Given data:
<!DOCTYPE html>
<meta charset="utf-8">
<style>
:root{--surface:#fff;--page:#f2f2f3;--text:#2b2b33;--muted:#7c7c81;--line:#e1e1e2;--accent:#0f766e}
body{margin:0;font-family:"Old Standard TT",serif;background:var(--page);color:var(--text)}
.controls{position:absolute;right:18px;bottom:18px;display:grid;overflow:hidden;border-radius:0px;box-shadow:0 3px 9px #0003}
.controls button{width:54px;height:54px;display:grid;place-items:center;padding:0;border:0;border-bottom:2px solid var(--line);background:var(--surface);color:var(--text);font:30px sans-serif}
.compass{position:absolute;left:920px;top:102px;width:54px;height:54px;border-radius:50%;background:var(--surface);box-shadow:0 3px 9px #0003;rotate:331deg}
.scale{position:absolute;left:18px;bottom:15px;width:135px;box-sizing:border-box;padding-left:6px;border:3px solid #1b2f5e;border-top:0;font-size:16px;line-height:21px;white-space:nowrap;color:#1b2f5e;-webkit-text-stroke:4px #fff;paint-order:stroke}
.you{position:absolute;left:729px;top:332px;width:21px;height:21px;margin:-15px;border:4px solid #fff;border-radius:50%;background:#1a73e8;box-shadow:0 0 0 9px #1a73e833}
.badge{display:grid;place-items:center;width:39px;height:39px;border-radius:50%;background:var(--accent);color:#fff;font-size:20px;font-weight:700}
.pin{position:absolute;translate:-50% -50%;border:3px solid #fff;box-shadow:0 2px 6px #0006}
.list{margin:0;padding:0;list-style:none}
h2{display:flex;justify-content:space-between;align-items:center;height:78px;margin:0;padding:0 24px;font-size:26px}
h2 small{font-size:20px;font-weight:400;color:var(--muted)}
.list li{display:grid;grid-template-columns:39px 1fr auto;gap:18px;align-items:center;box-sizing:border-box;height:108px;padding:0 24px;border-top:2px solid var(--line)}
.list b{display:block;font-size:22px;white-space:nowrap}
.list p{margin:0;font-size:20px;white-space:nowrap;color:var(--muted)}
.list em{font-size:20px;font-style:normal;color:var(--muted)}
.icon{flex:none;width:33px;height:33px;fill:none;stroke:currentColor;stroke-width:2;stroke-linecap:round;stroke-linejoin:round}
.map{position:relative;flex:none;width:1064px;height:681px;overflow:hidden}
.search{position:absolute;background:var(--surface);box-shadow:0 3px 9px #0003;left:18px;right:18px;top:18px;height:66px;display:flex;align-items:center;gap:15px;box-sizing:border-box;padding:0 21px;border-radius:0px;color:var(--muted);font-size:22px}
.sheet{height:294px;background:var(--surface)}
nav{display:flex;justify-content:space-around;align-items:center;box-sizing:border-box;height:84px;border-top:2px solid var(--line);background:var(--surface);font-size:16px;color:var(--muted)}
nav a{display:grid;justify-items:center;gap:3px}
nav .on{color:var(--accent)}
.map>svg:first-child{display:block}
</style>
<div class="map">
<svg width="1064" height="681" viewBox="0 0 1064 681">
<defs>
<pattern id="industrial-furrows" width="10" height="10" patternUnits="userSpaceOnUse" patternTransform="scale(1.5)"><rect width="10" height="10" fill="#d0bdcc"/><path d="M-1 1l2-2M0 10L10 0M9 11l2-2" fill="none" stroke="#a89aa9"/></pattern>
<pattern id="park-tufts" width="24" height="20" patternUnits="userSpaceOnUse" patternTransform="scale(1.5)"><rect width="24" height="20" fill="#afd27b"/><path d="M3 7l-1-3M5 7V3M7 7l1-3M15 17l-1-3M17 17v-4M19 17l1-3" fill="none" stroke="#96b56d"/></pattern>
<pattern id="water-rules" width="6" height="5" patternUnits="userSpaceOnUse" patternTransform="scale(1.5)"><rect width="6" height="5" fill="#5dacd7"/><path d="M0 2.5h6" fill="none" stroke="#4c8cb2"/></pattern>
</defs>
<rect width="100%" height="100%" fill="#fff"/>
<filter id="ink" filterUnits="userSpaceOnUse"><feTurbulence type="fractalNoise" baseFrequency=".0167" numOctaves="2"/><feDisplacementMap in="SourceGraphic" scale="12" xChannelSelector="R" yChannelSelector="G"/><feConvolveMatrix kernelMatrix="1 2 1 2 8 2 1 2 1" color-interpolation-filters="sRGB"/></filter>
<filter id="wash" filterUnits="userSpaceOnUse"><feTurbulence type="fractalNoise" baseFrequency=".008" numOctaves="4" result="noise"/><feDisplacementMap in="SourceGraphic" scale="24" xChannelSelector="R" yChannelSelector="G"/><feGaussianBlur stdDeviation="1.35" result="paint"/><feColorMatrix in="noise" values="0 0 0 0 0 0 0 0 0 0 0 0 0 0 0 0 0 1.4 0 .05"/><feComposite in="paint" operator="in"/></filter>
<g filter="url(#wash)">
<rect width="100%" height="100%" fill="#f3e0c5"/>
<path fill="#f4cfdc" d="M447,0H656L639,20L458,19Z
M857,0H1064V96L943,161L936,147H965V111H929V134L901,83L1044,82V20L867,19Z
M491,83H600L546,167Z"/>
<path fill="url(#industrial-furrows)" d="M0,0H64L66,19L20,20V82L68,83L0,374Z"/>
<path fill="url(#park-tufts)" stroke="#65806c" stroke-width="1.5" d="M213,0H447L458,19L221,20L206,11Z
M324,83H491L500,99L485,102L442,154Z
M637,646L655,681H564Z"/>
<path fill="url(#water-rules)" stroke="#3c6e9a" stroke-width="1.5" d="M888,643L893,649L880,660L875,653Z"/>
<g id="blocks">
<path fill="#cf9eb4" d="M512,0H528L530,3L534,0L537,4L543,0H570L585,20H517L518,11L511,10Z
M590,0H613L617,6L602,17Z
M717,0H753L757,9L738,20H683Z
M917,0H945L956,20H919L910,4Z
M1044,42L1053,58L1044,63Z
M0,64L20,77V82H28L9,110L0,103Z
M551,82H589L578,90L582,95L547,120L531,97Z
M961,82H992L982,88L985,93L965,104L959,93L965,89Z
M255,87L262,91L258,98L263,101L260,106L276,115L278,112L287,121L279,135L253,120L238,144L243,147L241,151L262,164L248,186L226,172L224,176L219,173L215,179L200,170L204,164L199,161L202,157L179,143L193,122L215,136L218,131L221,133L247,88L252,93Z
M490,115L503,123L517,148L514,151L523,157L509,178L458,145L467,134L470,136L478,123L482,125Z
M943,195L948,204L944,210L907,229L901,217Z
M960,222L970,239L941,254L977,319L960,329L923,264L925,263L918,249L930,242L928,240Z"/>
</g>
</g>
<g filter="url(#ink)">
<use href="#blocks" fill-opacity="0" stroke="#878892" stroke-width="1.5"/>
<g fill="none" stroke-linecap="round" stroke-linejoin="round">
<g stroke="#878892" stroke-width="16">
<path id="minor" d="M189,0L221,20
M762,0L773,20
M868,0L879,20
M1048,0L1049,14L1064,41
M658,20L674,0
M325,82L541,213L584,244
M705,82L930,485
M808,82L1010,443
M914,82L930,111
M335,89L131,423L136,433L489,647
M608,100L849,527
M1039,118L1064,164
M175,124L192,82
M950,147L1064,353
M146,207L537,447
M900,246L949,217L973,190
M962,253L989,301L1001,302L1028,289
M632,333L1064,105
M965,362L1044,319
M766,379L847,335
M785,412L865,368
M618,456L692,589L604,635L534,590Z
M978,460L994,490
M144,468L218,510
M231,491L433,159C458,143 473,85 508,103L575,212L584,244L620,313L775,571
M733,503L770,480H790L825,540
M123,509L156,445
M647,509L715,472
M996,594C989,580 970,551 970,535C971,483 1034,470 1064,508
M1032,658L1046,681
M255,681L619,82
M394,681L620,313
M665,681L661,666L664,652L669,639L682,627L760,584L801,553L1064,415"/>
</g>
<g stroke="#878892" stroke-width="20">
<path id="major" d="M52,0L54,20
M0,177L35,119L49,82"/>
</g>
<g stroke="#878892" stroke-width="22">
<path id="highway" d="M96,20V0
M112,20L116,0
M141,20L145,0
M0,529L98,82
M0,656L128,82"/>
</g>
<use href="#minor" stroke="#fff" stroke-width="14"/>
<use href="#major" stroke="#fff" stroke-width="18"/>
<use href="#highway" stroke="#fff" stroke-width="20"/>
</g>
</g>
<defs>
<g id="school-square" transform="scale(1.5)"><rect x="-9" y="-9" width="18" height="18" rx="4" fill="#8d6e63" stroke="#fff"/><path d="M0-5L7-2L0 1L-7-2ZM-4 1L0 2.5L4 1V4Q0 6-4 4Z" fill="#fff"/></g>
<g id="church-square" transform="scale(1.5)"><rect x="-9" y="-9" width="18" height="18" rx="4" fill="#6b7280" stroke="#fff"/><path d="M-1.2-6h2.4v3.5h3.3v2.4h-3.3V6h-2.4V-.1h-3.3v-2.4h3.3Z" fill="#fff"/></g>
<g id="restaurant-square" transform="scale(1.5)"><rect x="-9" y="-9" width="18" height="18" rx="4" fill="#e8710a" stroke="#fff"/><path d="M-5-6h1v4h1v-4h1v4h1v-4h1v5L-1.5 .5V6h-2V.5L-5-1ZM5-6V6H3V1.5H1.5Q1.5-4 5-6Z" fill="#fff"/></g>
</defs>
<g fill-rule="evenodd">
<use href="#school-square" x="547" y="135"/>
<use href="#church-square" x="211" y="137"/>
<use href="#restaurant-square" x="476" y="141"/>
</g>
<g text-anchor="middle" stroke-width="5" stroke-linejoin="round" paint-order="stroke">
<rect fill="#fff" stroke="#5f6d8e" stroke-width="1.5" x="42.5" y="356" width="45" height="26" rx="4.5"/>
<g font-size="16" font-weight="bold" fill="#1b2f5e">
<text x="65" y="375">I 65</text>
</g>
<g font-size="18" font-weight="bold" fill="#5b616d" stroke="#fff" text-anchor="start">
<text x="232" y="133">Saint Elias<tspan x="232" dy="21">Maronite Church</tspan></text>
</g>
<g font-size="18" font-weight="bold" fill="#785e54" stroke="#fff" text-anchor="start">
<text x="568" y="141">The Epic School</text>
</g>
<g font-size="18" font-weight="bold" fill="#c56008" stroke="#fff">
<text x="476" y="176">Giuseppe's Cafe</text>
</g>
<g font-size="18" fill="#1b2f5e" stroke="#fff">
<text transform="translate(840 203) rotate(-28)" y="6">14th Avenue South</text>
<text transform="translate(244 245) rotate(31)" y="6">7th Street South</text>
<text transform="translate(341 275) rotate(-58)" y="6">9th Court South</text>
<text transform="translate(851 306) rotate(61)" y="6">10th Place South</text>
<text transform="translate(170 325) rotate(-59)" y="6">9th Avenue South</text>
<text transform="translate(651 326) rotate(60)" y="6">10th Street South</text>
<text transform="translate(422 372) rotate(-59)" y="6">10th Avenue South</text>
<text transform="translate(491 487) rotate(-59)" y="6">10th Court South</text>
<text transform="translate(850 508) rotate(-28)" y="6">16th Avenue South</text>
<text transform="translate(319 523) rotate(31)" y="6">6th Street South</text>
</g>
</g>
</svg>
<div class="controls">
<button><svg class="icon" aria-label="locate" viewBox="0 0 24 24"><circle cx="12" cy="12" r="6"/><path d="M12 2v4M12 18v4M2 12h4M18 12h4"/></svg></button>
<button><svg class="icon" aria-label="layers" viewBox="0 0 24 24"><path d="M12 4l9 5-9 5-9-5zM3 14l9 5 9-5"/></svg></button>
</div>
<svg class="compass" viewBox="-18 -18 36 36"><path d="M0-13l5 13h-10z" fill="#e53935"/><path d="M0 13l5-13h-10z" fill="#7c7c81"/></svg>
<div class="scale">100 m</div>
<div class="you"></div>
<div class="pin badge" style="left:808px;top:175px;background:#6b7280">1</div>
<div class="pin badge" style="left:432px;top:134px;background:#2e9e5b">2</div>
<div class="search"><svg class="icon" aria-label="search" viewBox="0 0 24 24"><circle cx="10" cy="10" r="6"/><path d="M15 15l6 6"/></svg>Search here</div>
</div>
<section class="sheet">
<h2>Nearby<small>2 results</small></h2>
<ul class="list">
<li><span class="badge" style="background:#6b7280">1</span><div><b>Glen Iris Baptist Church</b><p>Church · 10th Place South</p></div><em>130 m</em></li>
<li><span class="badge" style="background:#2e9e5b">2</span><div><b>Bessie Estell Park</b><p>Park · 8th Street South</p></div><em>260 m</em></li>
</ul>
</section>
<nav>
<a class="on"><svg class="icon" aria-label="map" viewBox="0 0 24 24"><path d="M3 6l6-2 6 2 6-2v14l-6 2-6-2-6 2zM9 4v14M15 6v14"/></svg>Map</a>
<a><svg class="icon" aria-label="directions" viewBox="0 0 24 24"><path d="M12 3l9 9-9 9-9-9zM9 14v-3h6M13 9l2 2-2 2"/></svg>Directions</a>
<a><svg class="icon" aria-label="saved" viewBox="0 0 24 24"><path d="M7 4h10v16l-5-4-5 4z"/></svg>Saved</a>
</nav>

Work item: Look through the listing, and copy each line that contains the word "bottom".

Exercise output:
.controls{position:absolute;right:18px;bottom:18px;display:grid;overflow:hidden;border-radius:0px;box-shadow:0 3px 9px #0003}
.controls button{width:54px;height:54px;display:grid;place-items:center;padding:0;border:0;border-bottom:2px solid var(--line);background:var(--surface);color:var(--text);font:30px sans-serif}
.scale{position:absolute;left:18px;bottom:15px;width:135px;box-sizing:border-box;padding-left:6px;border:3px solid #1b2f5e;border-top:0;font-size:16px;line-height:21px;white-space:nowrap;color:#1b2f5e;-webkit-text-stroke:4px #fff;paint-order:stroke}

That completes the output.